The Court highlighted that once a policy governing stray dog control is in place, authorities are bound to implement it in its true letter and spirit. Any deviation, the Court held, gives rise to a fresh cause of action.
Despite this clarity, local governments continued business as usual.
The consequences of this disregard were laid bare in Eiraj Hassan & Others v. Government of Punjab (W.P. 17741/2025), where the Lahore High Court found that local authorities were still engaging in mass killing of dogs, including healthy animals, often without veterinary supervision and in direct violation of the Animal Birth Control Policy. The Court categorically held that stray dogs cannot be culled arbitrarily, including those merely suspected of rabies; that euthanasia may only be performed by a qualified veterinarian appointed by the competent authority; and that healthy dogs must be sterilised and vaccinated, not killed.
Pursuant to this judgment, the Government of Punjab issued binding directives on 22 April, mandating strict compliance across the province. These directives are legally enforceable.
Yet by January 2026, the Rawalpindi Bench was compelled to issue a stay order in WP 9/26 after reports emerged of dogs being targeted by municipal authorities. The Court made it clear that any ongoing culling in Rawalpindi would amount to contempt of court.
At this stage, the issue is no longer ambiguous in law. It is institutional non-compliance.
The continued reliance on mass culling is often defended as a necessary response to rabies. This argument does not withstand scrutiny. Globally, three approaches are used to manage stray dog populations: mass culling, sheltering and adoption, and Catch–Neuter–Vaccinate–Return (CNVR). Pakistan has historically relied on culling despite overwhelming evidence that it does not work. Studies from Albania, Armenia, Moldova, and Ukraine demonstrate that culling fails to control dog populations or reduce rabies transmission, instead creating a “vacuum effect” where killed dogs are rapidly replaced.
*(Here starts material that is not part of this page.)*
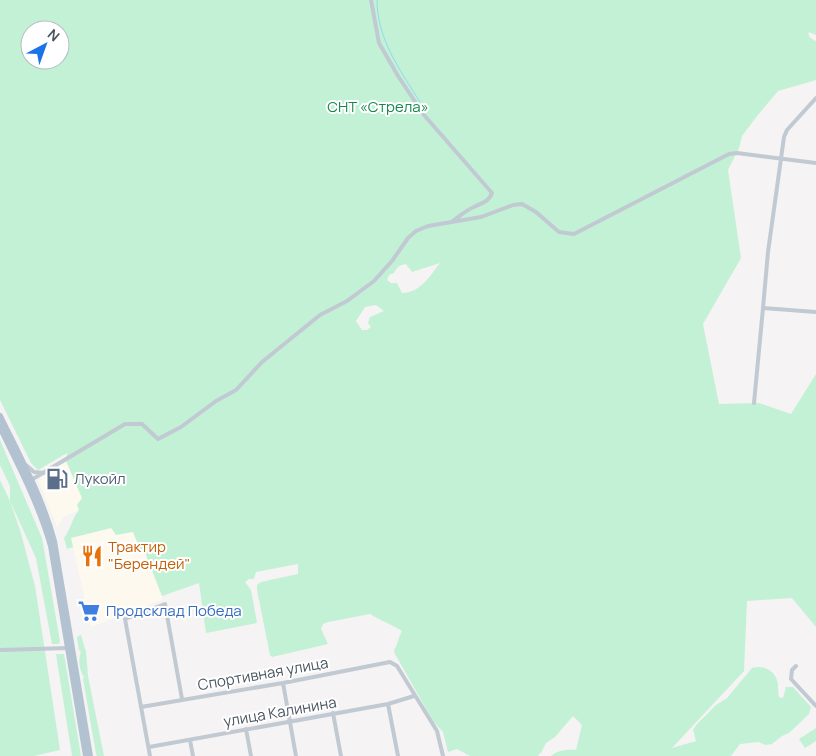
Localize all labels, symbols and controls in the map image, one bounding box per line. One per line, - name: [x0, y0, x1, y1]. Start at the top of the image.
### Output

Culling also produces serious environmental and public health consequences. Poisoning contaminates ecosystems, harms wildlife, and forces children to grow up watching suffering they cannot understand. But beyond toxins in the soil and water, we must also ask: what are we teaching our children when dogs are publicly shot and left to bleed to death in front of them? These scenes not only kill animals, but they also normalise violence and leave lasting trauma.
By contrast, the CNVR approach endorsed by the World Health Organisation and the World Organisation for Animal Health is recognised as the most humane and effective strategy for stray dog management. Countries with comparable economic and social conditions have successfully adopted it. Turkey’s “Never Kill Policy,” Bangladesh’s vaccination-led rabies control
programme, and CNVR initiatives in Indonesia and Sri Lanka demonstrate that humane solutions are not aspirational; they are achievable.
Punjab already has this policy. What it lacks is the will to implement it.
The continued killing of stray dogs in Punjab is not merely an animal welfare issue. It is a constitutional failure, a public health risk, and a direct challenge to judicial authority. A State that normalises cruelty, disregards court orders, and treats life as expendable undermines its own constitutional foundations.
The Constitution is clear. The courts have repeatedly shown the way.
The question now is whether the executive will comply, because when court orders are ignored, and cruelty is allowed to persist, it is not only animals who suffer. It is the rule of law itself that is left wounded on the street.